Comment Jane Austen a fait un trou dans le genre romantique qu’elle a créé
Le moment le plus dramatique de Jane Austen Emmaet, sans doute, dans l’ensemble de son œuvre, n’a rien à voir avec la romance. Après tout, la réaction d’Emma Woodhouse à la proposition de George Knightley est en quelque sorte un lieu réservé. La scène dans les jardins à l’extérieur de Hartfield prend de l’ampleur alors que Knightley parle à Emma de son désir désespéré et indéniable, puis Austen écrit « Qu’est-ce qu’Emma a dit ? Exactement ce qu’elle devrait, bien sûr, une dame fait toujours. » Hmmm.

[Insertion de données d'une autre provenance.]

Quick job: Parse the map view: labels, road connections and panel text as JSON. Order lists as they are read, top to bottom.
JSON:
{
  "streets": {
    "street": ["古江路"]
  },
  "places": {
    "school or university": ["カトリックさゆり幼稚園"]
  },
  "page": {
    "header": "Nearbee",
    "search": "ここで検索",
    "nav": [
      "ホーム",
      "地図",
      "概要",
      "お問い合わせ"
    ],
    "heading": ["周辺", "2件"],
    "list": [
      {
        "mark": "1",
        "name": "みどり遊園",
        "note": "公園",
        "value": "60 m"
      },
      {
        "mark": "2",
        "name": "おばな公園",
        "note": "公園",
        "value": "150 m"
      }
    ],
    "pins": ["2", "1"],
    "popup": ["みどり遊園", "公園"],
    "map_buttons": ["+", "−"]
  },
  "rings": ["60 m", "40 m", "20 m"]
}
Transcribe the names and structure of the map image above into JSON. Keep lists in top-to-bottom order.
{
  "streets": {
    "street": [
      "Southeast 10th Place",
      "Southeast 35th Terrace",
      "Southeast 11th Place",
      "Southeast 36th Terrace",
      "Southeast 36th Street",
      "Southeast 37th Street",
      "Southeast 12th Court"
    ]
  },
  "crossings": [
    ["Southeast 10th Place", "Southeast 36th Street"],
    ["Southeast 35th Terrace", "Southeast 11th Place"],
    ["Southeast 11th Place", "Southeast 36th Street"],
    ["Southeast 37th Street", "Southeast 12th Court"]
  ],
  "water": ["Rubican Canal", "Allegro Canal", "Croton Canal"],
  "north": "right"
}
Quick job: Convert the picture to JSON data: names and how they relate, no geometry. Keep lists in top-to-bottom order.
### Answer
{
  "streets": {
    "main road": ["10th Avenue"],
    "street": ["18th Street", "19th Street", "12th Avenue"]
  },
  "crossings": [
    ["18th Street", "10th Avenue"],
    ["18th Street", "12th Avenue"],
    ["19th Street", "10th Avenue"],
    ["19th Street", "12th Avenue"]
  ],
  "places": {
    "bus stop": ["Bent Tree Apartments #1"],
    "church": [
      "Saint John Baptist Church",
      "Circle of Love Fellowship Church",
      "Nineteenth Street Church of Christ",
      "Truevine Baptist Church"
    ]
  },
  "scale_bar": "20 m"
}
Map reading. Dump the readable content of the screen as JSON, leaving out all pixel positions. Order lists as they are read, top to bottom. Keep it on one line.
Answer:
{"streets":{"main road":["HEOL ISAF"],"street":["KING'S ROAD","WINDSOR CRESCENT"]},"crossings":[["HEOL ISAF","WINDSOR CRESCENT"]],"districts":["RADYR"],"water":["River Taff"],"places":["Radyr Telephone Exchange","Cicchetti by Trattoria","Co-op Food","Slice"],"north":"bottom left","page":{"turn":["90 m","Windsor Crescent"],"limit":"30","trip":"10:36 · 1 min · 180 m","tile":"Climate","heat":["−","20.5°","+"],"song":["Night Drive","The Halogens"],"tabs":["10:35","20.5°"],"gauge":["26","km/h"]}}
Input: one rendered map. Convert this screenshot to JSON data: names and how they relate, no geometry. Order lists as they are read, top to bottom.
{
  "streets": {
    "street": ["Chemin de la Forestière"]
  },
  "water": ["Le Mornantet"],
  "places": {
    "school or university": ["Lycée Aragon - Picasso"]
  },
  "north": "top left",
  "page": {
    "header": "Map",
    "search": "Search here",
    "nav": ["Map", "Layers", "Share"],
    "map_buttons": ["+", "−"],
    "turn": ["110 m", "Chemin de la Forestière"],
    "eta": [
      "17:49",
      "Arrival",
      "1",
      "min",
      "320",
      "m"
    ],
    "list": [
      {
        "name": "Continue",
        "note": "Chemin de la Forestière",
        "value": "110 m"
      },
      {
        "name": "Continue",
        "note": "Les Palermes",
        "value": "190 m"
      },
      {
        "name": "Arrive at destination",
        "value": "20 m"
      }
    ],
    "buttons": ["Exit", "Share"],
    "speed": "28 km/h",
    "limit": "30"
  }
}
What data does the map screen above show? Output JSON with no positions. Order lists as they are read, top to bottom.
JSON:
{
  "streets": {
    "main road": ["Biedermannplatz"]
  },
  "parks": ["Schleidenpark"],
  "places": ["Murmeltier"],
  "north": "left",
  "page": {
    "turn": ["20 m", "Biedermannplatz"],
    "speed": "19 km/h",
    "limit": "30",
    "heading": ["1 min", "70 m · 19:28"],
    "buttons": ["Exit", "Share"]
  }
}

Au cours des cinq années précédant Celle d’Emma publication, Austen avait tracé une bonne poignée de chemins sinueux vers des fins heureuses : Elinor et Marianne Dashwood avaient été sauvées de la pauvreté par les amours respectives d’un clerc et d’un militaire à la retraite ; de même, Elizabeth et Jane Bennet ont réussi à surmonter l’incertitude financière et la honte familiale grâce à l’allée centrale ; et même cette bonne Fanny Price était finalement tombée dans les bras fades mais sains d’Edmund Bertram. (Parc Mansfield était, en fait, la meilleure source de revenus d’Austen au cours de sa vie, peut-être parce qu’il ressemblait le plus aux romans des écrivains qui l’avaient précédée.) On sent qu’avant même d’avoir réuni Emma et George dans ce jardin, Austen a maîtrisé ce territoire et cherche à explorer plus loin.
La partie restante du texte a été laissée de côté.